Das Spiel ist für viele, dies es lieben, in Pyrmont eine gute Zuflucht, und Gelegenheit ist dazu genug: denn man hat die Wahl unter zwey großen privilegirten Pharo-Bänken, denen jedermann den Ruhm der größten Regelmässigkeit giebt; der übrigen nicht zu gedenken, Die Zeit dazu ist Vormittags nach dem Frühstück, gegen Abend, und zuweilen noch nach dem Abendessen, aber nur selten für einige Nachtvögel spät in die Nacht hinein. Die große Mässigung, womit die Hazardspiele im Ganzen hier getrieben werden, zeigen deutlich, daß das Bedürfniß dafür nicht sehr dringend sey. Man hat würklich in Pyrmont genug andere Wege sich zu vergnügen und der Langenweile auszuweichen; daher wird hier Niemand zum Spiel gezwungen, wie an andern solchen Orten, und daher wird man in Pyrmont niemals von solchen Gräueln des Spiels hören, wie jetzt bekanntlich an irgend einem andern großen Bade. –
Zu dem kleinern gesellschaftlichen Kartenspiel findet Jedermann hinreichende Gelegenheit.

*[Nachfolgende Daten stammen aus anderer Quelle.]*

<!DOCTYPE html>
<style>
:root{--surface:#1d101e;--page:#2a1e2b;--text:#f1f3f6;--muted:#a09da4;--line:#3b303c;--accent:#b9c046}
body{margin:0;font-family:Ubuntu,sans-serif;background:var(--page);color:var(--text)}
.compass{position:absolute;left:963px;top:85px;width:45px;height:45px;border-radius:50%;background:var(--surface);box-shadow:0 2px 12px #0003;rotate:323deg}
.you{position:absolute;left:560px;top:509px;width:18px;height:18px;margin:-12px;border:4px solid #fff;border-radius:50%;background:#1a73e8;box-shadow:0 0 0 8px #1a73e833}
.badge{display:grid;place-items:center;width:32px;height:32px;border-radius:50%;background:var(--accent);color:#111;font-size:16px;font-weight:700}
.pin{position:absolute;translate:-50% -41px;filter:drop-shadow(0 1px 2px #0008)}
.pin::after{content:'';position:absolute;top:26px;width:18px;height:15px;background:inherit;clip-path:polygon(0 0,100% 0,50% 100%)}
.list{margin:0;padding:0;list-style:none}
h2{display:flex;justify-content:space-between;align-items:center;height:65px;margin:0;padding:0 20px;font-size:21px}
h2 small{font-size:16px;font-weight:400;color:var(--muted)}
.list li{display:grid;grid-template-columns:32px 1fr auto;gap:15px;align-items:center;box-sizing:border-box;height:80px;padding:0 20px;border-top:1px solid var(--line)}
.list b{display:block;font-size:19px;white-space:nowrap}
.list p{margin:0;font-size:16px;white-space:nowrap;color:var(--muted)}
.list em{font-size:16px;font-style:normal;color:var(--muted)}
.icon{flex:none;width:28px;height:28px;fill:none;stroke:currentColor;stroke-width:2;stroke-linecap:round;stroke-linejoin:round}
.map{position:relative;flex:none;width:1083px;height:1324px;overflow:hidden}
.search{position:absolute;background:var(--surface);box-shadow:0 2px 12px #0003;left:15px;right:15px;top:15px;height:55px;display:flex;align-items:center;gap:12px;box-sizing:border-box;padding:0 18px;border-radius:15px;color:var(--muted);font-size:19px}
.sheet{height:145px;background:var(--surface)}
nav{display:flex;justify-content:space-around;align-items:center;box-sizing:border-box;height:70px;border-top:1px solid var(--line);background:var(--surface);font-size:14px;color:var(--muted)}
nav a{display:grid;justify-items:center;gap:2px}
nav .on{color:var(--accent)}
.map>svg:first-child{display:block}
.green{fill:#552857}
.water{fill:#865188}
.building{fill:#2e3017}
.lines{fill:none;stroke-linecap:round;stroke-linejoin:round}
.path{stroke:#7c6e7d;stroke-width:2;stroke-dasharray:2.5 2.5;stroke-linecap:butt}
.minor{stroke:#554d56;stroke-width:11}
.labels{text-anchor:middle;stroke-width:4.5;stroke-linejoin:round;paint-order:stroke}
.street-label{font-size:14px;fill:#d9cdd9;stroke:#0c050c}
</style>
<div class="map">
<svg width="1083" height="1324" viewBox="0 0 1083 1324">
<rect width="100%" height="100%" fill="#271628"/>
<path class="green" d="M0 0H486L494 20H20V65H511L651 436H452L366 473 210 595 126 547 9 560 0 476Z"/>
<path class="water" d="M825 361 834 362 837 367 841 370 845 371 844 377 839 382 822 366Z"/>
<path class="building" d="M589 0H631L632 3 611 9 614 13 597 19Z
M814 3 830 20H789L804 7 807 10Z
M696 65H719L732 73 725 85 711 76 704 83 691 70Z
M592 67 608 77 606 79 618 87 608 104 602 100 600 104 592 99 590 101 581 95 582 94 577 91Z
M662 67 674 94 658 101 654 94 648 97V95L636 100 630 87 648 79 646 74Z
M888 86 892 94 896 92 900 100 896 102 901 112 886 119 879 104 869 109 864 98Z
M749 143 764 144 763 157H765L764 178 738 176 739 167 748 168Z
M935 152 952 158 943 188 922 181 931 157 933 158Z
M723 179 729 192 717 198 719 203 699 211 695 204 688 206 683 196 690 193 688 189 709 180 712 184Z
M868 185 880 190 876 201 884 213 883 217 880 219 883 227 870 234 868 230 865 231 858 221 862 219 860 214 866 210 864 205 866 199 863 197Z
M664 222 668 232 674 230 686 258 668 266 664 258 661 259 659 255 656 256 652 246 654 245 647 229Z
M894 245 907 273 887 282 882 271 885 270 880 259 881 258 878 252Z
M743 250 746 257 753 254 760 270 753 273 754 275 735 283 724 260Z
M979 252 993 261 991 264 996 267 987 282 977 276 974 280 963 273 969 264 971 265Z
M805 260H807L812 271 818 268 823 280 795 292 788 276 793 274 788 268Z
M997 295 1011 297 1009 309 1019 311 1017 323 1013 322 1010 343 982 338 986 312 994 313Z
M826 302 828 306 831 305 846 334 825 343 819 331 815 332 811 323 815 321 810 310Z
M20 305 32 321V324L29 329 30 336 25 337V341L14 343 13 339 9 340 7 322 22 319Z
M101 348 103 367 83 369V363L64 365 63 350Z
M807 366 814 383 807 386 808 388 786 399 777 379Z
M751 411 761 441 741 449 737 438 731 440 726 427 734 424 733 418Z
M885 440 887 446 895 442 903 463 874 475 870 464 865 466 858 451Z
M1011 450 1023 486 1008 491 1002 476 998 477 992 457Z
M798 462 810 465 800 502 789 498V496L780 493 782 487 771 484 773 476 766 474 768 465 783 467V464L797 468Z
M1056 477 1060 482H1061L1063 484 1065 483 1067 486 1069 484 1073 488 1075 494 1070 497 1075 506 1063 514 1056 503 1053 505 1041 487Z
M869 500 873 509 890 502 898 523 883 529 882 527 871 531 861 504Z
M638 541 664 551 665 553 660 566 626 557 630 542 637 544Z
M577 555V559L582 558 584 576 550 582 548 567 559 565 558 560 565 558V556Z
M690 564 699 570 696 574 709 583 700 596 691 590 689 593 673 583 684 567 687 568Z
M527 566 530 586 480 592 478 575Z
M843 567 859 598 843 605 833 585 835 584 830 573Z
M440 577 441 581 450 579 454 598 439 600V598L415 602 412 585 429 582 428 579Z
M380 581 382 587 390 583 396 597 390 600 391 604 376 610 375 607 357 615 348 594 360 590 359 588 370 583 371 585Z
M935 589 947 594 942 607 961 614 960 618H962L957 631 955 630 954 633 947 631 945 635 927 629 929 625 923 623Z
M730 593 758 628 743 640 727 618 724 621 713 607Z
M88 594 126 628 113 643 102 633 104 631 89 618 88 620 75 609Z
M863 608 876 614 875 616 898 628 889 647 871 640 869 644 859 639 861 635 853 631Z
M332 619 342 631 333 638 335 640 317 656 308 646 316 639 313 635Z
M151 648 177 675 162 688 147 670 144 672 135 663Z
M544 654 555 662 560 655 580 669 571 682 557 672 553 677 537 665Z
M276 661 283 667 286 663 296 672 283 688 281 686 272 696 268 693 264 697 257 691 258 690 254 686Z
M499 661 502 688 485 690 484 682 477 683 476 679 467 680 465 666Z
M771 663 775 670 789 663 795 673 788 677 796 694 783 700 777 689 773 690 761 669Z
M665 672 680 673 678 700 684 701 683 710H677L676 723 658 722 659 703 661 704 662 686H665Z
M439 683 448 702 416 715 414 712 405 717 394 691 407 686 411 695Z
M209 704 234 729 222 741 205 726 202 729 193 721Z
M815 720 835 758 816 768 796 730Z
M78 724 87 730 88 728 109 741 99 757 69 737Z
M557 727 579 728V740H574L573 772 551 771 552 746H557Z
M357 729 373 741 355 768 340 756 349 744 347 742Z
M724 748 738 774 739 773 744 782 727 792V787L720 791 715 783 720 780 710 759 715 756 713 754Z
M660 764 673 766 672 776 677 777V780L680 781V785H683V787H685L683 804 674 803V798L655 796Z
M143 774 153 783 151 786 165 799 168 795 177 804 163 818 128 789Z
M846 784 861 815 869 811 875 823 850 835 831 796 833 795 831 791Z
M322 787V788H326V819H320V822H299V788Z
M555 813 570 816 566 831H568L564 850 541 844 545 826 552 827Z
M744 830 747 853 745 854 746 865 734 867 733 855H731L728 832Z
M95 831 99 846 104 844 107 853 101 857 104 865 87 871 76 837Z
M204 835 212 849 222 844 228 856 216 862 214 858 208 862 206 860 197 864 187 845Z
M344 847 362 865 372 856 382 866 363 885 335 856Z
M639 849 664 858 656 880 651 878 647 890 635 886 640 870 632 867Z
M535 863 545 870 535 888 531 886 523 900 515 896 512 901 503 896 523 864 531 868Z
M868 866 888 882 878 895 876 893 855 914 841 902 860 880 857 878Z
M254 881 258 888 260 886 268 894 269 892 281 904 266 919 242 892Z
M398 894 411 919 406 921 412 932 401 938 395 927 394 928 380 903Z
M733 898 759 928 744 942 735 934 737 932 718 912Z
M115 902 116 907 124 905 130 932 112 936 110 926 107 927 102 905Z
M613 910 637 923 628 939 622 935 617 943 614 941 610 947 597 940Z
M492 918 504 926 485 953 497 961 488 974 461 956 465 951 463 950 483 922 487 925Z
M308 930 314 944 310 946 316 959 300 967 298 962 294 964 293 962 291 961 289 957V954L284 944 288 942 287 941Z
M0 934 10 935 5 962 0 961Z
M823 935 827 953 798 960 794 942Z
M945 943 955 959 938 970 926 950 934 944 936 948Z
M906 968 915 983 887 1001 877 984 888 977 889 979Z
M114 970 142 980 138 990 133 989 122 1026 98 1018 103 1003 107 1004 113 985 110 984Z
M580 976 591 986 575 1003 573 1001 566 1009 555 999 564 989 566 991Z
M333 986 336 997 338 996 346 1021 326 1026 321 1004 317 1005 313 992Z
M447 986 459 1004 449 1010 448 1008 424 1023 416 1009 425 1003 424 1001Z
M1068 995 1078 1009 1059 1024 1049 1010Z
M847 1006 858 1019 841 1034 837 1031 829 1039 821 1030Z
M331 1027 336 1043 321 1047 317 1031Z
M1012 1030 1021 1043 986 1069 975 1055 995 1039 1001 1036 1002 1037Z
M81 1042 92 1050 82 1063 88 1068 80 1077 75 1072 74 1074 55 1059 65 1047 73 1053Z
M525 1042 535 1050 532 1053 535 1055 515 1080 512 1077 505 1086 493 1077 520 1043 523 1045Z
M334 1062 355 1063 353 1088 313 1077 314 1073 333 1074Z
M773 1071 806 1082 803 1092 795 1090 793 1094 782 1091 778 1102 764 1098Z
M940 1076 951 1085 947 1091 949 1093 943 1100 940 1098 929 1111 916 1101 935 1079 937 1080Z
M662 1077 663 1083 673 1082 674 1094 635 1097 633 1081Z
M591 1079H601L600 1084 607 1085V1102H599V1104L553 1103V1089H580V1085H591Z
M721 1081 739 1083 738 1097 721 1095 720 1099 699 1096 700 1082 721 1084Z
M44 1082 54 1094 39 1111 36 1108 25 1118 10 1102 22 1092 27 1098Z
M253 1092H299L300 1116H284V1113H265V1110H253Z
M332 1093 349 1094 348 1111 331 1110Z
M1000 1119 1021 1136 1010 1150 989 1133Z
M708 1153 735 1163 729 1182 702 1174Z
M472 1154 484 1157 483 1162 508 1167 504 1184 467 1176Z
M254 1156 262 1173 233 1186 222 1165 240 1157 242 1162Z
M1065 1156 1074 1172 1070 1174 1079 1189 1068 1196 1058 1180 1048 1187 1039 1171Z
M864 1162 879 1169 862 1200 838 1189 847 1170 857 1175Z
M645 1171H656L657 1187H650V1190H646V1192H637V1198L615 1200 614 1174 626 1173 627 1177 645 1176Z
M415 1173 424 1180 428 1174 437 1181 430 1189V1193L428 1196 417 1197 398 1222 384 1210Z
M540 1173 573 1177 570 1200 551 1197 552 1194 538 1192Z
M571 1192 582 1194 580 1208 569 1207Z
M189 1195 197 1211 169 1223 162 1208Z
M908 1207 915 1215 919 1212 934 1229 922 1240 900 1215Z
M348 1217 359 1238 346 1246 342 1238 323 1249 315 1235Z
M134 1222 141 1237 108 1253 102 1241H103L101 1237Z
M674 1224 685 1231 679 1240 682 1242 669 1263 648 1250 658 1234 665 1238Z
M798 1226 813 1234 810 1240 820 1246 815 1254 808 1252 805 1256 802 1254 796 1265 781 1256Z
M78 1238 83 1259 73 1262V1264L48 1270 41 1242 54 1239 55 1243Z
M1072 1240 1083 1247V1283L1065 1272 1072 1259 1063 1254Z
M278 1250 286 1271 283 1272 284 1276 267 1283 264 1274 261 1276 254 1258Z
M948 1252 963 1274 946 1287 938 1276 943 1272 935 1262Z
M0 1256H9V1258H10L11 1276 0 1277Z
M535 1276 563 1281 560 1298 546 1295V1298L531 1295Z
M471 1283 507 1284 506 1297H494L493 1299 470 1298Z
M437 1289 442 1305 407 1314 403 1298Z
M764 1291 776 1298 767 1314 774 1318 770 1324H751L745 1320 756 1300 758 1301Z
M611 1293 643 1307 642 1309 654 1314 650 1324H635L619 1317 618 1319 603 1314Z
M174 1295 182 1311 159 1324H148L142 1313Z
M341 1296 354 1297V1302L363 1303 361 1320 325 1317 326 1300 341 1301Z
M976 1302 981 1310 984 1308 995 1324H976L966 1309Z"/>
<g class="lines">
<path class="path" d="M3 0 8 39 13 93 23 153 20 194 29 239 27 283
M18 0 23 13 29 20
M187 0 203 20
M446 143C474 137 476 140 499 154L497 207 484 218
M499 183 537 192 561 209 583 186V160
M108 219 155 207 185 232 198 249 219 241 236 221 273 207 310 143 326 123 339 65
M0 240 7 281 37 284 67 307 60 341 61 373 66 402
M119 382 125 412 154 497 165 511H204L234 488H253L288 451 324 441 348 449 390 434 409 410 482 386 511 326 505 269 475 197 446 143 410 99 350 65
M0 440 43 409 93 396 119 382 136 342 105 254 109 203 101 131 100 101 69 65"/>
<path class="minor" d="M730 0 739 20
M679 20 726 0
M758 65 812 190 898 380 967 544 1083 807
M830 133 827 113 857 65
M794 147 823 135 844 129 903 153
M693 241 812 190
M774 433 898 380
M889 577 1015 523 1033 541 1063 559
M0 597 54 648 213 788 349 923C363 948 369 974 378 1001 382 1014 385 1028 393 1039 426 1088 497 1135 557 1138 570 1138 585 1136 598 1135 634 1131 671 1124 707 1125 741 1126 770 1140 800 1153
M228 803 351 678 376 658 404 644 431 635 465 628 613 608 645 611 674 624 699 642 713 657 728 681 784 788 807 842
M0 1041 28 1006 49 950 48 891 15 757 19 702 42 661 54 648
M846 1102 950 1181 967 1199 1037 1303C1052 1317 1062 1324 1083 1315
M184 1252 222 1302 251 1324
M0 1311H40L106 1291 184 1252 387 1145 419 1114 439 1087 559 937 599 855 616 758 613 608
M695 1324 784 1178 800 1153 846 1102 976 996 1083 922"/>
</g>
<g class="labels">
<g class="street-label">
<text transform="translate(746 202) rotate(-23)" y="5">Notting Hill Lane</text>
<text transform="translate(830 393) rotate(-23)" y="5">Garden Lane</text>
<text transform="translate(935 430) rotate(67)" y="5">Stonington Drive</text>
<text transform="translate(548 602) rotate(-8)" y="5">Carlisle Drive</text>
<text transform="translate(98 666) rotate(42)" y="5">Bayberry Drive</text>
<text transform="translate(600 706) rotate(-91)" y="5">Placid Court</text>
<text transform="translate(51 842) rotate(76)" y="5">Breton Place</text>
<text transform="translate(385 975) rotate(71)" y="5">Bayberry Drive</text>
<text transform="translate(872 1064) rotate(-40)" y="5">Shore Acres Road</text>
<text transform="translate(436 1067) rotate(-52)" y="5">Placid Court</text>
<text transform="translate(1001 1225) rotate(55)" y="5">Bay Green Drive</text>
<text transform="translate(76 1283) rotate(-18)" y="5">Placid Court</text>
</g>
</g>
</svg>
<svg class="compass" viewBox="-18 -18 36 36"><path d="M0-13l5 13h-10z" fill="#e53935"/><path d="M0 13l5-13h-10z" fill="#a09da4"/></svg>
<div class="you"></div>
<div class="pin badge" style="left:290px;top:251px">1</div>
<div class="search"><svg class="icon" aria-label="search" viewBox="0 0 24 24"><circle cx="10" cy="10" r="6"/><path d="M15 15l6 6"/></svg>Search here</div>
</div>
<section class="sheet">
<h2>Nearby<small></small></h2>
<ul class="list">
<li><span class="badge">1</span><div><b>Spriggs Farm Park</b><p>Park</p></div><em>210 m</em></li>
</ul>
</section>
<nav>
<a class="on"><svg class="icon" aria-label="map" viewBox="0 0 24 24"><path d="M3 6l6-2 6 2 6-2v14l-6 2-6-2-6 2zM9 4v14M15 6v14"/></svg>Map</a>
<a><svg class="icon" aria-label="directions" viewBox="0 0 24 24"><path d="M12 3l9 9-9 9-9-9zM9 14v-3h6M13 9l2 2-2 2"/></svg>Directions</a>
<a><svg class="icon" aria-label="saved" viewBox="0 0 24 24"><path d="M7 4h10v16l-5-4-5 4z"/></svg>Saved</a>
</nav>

Visiten in den Wohnungen zu geben, ist in Pyrmont gar nicht gebräuchlich, nur besonders vertraute Bekannte besuchen sich einander auf ihren Zimmern, und da fallen denn natürlicherweise alle Formalitäten weg. Auch die Visiten-Karte, die man sich an andern Bädern bringt und schickt, und die allemal das erste Losungszeichen der herrschenden Etiquette und ihres Gefolges von Zwang und Pflichten sind, kennt man in Pyrmont gar nicht; und ich wünsche sehr, daß es niemals einen ceremonieusen Assembleengeiste gelingen möge, solche Dinge hier einzuführen.
Dieses wäre also ohngefehr das Gemählde eines Tages von Pyrmont. Man sieht leicht heraus, daß nicht viel leere Zeit übrig bleibe; daher werden auch wol die meisten Correspondenzen von Pyrmont ab ziemlich schlecht besorgt, zu denen man sonst pflegt die Zeit kurz vor dem Mittagessen zu wählen.“[1]
[1] Heinrich Matthias Marcard: Beschreibung von Pyrmont, Erster Band, Leipzig 1784, S. 51-65.